The concern around banks releasing large amounts of estate funds without seeing a Will or any other probate evidence was also discussed. With an insight from a delegate revealing that the banks are closing a deceased person’s account without any documentation in an attempt to quicken their side of the bereavement process.
Naturally, no discussion involving the wills and probate sector would be complete without touching on the topic of witnessing wills via video.
All of the delegates agreed that video wills would be a complete last resort for them, and would only be utilised when every other solution had been explored and ruled out. The concern surrounding video wills, which was openly discussed is the fact that Wills instructed and signed by video calls could result in a rise in contentious probate issues.
This could be because a private client/will writing professional will be unable to ascertain whether a person is instructing them of their own free will. It was also identified that mistakes can be made if certain questions aren’t asked in a timely manner.

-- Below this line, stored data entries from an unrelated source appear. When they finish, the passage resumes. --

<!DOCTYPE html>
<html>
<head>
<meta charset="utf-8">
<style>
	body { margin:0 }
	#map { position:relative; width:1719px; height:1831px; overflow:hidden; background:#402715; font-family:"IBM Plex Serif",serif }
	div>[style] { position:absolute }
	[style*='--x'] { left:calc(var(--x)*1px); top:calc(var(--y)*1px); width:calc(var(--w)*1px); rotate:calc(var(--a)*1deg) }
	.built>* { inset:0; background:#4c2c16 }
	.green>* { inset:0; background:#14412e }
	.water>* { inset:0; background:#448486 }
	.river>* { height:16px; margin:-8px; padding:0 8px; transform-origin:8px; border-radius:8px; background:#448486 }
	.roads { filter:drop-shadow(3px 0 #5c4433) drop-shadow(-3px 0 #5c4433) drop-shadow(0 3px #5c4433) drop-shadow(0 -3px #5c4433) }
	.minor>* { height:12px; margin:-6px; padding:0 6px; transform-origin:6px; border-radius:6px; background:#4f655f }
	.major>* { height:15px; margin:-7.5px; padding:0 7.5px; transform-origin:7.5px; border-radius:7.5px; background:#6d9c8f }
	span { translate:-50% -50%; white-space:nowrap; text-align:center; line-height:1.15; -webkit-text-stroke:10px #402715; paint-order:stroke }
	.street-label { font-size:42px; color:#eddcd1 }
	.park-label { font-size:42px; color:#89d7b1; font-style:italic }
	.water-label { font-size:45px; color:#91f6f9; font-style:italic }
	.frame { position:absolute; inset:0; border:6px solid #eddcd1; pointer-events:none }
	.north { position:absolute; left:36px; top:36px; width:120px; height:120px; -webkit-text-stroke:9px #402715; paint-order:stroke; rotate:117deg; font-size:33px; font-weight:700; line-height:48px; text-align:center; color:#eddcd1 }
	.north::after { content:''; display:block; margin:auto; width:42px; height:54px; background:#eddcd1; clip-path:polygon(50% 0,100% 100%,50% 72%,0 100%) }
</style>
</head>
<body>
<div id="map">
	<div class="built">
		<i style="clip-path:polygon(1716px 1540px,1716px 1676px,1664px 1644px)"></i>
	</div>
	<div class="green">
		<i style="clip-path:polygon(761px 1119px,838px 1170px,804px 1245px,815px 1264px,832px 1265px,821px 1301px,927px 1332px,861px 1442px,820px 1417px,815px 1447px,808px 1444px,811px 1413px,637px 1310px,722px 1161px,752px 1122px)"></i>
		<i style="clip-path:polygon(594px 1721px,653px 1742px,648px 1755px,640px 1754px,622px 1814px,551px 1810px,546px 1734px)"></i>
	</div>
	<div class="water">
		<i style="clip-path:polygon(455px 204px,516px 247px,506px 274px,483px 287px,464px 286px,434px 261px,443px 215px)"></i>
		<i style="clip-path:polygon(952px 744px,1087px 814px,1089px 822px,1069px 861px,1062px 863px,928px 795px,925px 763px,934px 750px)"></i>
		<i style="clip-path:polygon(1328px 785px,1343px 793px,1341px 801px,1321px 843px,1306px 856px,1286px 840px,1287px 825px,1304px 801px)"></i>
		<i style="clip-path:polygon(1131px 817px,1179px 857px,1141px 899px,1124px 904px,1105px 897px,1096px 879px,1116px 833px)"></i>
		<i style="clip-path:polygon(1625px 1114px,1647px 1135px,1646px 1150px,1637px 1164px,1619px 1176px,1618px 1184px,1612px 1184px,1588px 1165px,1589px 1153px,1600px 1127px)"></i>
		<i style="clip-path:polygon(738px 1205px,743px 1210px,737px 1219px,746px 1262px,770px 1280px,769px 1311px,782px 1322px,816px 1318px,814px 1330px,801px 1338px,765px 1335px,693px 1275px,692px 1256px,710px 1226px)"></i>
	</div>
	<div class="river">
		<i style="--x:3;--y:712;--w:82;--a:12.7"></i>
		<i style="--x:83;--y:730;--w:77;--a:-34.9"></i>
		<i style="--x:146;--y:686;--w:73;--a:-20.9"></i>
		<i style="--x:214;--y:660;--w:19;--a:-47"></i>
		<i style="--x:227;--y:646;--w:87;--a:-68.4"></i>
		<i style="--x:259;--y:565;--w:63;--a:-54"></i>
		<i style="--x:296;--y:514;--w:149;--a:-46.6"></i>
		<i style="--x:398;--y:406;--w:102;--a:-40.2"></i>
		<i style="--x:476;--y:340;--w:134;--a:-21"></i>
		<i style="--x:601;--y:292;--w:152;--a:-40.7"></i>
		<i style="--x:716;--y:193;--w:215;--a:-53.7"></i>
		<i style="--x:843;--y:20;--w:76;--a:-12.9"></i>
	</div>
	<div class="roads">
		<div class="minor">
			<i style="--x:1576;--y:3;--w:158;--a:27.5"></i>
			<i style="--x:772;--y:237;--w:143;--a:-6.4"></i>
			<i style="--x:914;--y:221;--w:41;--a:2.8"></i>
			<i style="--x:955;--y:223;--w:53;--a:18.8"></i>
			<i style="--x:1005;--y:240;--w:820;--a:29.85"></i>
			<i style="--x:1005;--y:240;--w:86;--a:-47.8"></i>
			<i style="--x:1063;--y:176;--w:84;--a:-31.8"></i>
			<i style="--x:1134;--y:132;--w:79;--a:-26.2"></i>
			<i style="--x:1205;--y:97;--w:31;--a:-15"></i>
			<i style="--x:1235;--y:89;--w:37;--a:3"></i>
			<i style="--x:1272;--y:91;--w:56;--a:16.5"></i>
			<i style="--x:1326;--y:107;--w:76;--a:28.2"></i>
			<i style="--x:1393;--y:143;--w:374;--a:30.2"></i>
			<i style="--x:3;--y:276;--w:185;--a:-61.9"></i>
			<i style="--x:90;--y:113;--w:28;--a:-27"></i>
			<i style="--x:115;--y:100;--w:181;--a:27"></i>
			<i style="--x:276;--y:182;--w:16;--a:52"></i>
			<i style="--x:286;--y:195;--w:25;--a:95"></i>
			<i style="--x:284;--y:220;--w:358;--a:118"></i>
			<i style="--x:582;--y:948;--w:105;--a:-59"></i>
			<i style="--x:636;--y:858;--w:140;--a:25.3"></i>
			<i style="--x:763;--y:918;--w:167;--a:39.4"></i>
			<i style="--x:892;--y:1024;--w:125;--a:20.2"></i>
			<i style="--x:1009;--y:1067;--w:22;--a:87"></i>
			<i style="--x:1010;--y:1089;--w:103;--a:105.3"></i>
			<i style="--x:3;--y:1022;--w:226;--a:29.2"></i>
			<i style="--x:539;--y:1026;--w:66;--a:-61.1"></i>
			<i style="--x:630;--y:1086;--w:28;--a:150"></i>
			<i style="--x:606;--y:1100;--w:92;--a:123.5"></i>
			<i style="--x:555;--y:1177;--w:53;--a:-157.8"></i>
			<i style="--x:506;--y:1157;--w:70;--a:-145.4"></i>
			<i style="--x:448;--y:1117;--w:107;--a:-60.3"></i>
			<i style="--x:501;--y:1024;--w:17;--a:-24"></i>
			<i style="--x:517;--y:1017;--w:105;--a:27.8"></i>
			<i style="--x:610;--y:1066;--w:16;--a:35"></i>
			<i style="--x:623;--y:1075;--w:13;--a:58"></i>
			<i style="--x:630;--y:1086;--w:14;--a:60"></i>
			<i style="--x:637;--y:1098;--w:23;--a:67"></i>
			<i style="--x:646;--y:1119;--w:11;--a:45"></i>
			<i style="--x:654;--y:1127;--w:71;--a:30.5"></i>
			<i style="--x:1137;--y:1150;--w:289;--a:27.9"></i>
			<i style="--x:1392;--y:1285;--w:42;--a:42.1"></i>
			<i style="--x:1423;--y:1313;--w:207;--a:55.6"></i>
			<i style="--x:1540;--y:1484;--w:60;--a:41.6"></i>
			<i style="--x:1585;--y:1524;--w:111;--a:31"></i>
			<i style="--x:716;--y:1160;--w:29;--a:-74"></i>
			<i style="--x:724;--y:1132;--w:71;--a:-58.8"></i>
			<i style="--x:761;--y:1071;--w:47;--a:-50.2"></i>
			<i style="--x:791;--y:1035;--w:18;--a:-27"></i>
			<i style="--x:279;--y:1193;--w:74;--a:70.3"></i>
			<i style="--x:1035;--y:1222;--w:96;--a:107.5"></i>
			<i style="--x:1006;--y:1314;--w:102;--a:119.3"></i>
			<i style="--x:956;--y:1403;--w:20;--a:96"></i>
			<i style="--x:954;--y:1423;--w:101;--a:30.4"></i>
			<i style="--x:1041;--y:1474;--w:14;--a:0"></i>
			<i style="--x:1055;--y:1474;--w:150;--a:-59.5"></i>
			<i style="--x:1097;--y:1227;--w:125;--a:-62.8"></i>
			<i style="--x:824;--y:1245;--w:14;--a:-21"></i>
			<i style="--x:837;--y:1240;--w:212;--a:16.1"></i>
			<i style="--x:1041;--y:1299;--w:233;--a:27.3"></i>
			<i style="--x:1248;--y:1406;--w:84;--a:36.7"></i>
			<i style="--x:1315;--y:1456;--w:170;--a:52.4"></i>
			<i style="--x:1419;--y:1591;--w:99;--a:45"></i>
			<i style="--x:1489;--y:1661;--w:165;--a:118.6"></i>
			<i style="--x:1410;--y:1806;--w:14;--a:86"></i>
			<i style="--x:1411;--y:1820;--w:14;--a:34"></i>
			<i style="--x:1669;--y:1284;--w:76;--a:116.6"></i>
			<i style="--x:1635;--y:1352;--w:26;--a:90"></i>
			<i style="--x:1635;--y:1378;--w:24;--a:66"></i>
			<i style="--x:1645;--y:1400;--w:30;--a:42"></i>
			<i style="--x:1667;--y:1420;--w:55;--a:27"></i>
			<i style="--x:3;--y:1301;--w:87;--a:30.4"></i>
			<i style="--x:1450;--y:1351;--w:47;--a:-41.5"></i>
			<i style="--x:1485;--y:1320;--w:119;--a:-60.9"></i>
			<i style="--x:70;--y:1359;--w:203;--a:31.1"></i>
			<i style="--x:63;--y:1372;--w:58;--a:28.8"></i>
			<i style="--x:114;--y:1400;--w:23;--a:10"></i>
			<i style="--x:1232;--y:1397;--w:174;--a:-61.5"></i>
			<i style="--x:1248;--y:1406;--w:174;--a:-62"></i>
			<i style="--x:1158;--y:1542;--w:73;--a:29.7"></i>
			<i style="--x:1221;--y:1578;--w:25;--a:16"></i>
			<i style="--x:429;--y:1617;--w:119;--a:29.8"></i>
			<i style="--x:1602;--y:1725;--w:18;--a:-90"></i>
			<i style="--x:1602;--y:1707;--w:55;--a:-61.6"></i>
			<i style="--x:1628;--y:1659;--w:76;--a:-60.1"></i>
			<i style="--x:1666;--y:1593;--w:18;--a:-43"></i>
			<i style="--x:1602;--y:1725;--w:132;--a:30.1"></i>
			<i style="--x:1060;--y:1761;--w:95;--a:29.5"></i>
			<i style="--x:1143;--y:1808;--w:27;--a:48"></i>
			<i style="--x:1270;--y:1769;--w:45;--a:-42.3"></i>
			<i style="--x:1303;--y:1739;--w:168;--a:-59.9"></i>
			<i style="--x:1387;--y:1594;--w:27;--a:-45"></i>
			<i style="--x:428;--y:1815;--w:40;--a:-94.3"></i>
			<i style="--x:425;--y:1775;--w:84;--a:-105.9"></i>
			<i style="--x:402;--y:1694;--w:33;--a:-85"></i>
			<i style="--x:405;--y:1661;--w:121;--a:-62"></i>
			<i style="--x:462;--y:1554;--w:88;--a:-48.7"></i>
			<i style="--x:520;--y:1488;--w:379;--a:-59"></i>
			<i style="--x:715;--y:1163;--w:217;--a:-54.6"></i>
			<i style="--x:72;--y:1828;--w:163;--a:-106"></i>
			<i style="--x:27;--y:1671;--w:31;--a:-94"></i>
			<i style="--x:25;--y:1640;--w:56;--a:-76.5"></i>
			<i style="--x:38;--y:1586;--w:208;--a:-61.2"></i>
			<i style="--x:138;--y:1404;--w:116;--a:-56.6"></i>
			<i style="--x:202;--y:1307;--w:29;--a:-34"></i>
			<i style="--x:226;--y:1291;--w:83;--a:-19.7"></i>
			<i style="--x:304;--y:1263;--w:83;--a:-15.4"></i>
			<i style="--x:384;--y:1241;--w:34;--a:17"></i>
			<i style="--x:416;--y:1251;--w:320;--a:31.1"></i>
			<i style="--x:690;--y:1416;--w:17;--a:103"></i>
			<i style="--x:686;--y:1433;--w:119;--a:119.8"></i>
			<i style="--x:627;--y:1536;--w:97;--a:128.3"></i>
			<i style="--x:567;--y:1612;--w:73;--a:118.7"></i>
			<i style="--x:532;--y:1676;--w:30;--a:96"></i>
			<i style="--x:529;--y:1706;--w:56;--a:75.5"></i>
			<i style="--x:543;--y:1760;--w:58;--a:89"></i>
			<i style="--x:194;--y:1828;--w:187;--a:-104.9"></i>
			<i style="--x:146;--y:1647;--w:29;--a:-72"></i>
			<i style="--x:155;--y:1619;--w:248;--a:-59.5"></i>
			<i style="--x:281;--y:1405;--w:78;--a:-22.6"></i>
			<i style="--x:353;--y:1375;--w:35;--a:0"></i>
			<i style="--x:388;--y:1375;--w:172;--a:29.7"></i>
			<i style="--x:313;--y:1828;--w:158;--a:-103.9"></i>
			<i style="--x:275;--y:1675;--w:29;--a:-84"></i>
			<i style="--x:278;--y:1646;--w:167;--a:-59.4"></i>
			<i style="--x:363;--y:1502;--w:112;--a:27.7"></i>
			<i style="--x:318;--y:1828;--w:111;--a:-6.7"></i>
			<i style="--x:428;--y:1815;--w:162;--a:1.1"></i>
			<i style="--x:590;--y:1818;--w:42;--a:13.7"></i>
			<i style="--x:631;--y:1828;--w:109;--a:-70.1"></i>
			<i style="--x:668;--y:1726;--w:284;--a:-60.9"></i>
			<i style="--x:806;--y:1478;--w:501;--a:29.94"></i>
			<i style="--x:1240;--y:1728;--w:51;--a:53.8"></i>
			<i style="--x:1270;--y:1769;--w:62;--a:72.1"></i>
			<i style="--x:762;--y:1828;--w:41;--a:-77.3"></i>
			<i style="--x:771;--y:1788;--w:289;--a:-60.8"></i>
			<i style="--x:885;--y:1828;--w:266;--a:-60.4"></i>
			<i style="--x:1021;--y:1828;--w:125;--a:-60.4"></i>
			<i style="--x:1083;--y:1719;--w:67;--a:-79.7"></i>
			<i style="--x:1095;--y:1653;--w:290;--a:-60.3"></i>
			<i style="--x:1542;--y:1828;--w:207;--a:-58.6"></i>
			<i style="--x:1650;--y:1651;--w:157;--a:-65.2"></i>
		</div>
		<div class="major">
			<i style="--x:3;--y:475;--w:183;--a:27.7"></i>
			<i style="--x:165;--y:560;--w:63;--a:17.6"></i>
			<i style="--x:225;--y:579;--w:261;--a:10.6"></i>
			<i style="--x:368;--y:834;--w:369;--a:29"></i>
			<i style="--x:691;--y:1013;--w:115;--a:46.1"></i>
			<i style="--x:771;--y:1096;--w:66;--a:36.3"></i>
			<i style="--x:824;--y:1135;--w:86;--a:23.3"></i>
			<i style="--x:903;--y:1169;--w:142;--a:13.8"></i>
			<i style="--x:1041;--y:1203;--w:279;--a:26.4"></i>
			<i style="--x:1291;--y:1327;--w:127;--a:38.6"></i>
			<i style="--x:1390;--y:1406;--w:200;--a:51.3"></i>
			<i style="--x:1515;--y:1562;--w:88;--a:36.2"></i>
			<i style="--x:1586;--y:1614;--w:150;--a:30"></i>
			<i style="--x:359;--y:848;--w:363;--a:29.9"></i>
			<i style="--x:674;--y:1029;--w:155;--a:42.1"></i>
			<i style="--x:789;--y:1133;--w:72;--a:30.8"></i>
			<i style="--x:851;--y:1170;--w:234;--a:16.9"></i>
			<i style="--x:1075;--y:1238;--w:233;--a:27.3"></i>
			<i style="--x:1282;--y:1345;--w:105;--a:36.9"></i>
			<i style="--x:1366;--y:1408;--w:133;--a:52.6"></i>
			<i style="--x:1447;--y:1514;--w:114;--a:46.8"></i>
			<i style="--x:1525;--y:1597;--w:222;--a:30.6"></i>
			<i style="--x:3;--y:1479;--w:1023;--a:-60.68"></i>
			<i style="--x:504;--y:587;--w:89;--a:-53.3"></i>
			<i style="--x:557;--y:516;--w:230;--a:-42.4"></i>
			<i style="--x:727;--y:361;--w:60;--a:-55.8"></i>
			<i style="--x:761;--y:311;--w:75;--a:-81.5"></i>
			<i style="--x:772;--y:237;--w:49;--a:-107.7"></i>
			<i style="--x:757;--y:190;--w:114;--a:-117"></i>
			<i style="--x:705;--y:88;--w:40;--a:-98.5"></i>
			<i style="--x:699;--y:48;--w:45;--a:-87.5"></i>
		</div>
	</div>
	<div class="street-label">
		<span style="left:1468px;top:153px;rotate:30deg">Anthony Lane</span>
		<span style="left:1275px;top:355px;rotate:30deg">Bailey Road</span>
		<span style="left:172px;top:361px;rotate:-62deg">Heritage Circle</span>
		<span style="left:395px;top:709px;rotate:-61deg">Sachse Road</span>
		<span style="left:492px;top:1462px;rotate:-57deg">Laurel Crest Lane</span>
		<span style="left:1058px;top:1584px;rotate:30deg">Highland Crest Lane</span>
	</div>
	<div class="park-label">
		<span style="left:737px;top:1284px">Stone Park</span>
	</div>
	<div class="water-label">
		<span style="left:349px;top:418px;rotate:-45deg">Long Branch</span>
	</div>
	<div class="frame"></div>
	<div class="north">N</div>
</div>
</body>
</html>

As such video witnessing of wills isn’t the step forward that many in the sector were hoping for.
As a result of the discussion the group reached a general consensus that the wills and probate sector need some form of regulation to ensure clients are getting an efficient, effective and quality service from whatever provider they choose to use for their needs.
More education is needed across the sector, to stakeholders and clients about discretionary trusts to help them run more efficiently and effectively.
Jade Gani, Head of Wills and Probate at Aston Bond, said:
“I think that it is so important professionals and leaders across the sector get the opportunity to come together to discuss topical matters so that we can help highlight issues, apply pressure and drive positive change when needed. This roundtable event really demonstrated exactly that.”